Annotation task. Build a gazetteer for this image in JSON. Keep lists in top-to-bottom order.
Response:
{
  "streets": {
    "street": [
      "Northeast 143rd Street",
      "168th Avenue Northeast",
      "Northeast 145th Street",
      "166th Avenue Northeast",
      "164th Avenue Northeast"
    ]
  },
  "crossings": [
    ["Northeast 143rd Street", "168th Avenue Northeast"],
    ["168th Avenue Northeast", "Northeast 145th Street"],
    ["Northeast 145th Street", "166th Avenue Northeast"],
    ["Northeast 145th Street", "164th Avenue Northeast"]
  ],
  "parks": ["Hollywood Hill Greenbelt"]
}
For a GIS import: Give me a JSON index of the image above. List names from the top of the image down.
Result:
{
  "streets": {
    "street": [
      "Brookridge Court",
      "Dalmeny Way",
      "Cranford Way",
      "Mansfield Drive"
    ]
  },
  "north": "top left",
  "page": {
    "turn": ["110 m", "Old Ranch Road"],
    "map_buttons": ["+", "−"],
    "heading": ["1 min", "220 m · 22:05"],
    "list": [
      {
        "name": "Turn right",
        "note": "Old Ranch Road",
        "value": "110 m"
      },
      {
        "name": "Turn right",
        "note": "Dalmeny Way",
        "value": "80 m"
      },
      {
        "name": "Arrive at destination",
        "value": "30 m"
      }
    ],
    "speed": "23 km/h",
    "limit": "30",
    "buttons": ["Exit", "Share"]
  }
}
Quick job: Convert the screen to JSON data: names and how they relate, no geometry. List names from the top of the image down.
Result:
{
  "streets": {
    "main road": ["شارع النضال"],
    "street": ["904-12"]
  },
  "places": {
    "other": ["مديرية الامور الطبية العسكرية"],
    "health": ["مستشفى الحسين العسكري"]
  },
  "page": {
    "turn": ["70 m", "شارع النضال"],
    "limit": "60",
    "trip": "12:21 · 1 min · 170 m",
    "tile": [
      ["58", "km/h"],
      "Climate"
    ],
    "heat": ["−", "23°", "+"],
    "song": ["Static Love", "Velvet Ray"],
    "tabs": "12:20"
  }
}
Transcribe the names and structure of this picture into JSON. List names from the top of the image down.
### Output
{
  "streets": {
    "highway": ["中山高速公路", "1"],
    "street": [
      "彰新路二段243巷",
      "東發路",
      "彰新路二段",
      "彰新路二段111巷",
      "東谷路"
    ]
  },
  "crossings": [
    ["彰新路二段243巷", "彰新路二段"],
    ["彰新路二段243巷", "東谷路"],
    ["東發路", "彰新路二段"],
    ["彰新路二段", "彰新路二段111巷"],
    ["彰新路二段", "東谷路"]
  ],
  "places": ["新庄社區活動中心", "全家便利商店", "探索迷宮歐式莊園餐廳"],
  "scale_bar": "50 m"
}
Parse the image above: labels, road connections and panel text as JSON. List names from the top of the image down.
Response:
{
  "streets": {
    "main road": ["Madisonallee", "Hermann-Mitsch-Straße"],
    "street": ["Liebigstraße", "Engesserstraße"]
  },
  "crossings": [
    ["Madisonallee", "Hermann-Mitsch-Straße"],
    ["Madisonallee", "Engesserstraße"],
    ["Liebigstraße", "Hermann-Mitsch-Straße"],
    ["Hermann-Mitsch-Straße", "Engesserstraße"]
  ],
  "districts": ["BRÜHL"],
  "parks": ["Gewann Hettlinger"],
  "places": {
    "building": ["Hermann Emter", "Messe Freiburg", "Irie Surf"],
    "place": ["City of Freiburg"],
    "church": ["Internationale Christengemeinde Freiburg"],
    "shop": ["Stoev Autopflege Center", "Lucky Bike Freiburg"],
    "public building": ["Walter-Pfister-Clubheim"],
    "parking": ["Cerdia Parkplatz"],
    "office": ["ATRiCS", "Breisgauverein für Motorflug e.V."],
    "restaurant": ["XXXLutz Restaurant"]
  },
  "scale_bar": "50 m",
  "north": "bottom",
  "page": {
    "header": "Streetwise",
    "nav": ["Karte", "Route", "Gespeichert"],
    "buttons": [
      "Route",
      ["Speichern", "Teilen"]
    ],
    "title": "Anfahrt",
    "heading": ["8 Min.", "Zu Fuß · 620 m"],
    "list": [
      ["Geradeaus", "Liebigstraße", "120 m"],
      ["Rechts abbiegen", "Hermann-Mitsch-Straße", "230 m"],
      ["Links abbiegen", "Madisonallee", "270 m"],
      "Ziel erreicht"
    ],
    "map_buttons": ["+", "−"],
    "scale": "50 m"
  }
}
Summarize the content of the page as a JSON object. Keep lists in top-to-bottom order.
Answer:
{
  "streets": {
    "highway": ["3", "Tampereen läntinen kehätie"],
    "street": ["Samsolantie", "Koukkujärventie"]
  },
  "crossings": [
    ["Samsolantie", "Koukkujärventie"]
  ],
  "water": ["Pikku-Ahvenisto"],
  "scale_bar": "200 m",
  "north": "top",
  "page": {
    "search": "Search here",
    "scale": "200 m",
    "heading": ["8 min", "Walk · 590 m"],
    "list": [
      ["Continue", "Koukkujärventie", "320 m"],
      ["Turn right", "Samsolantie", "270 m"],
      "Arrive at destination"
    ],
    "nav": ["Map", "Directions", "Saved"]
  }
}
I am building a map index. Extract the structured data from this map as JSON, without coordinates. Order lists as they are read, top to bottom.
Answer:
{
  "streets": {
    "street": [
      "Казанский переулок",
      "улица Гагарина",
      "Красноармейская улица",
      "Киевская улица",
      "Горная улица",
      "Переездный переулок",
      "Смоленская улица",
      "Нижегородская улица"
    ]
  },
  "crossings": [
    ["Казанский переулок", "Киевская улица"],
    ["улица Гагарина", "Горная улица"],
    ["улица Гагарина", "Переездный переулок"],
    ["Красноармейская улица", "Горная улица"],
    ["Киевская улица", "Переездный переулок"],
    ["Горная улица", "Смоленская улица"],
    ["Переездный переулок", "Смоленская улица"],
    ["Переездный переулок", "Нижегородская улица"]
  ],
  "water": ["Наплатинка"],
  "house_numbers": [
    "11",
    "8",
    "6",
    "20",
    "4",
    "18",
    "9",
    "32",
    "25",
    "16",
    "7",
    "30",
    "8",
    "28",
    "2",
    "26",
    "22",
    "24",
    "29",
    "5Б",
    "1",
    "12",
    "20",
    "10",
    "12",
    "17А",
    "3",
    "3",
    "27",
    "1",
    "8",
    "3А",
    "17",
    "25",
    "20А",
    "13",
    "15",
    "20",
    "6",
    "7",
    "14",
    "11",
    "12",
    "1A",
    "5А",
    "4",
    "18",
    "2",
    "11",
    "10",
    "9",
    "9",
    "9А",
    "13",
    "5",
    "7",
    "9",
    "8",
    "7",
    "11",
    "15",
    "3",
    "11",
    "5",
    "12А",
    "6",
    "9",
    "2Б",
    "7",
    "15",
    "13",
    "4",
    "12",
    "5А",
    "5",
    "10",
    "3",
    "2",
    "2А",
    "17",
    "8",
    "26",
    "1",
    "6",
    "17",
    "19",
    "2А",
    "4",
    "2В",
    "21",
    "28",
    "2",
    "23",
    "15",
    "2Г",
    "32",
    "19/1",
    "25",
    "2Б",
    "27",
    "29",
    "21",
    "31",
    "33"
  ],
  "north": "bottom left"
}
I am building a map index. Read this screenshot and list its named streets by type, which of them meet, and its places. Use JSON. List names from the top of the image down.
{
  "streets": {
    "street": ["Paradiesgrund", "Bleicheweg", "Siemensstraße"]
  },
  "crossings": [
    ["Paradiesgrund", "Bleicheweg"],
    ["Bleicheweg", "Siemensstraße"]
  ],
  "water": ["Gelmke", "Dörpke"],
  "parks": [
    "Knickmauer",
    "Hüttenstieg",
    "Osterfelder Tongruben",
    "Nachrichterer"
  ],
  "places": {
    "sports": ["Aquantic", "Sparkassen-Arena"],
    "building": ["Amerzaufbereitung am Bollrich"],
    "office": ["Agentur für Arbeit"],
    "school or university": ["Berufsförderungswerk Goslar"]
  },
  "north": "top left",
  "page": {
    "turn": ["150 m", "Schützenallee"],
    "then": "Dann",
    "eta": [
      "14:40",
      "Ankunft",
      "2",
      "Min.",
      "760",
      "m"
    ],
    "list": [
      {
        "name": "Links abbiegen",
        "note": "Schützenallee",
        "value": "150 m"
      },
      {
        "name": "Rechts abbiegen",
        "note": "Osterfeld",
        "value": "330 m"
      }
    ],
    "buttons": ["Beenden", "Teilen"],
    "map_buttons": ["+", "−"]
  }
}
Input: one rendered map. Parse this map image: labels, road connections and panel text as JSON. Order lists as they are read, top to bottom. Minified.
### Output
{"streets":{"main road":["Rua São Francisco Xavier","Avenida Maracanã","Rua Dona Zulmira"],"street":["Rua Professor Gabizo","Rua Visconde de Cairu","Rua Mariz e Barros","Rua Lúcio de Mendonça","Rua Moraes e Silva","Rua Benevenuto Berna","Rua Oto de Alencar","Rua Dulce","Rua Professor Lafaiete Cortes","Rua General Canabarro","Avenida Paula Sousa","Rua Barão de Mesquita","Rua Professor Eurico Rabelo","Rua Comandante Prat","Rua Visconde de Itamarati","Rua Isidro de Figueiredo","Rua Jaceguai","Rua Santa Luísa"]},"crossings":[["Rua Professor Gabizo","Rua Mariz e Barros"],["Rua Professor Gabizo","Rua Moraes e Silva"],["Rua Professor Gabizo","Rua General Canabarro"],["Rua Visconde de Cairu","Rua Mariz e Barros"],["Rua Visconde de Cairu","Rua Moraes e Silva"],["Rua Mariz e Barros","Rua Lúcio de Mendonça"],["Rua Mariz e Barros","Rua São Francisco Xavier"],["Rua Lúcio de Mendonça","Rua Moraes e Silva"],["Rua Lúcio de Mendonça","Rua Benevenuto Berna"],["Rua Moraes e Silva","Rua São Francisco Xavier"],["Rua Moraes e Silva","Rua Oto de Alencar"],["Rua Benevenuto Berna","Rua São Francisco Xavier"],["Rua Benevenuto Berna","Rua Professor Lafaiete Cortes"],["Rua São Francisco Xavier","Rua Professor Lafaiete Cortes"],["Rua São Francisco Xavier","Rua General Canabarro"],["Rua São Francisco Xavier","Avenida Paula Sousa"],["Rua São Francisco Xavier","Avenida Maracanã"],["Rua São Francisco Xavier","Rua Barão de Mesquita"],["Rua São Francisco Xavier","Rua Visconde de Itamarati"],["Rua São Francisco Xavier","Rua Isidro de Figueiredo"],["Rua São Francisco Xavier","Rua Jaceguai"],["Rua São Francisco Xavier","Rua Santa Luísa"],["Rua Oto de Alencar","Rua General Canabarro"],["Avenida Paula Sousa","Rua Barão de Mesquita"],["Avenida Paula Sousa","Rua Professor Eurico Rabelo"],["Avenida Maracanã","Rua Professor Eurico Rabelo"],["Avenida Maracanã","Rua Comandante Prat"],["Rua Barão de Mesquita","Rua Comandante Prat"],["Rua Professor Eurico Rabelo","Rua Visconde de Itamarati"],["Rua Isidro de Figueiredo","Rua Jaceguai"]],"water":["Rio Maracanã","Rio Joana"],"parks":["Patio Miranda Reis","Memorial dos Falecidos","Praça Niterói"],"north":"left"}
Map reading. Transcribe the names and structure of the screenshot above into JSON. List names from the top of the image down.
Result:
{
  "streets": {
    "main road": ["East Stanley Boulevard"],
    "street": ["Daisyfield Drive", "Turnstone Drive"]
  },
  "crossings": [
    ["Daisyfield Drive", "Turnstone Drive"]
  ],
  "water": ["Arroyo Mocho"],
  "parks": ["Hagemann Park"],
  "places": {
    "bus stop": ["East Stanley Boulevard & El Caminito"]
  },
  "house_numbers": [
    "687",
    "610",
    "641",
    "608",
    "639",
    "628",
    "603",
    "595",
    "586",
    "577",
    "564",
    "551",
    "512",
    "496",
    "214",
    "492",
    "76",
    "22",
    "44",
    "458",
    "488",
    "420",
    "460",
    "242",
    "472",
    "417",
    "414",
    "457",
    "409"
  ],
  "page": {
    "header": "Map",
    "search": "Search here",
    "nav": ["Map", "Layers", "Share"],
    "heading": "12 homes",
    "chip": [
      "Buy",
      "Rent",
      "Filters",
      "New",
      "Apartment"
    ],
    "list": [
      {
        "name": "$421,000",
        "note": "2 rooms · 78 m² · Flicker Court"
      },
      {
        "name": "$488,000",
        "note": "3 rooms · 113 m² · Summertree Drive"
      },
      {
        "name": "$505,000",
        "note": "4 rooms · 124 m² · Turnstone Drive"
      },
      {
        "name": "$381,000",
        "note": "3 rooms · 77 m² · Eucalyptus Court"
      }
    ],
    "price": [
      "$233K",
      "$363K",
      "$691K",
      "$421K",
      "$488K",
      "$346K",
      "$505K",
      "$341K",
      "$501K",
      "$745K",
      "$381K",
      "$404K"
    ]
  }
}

--- ASSIGNED TASK ---
Copy every single line of the material above that holds "Красноармейская".

--- SOLVED EXERCISE ---
      "Красноармейская улица",
    ["Красноармейская улица", "Горная улица"],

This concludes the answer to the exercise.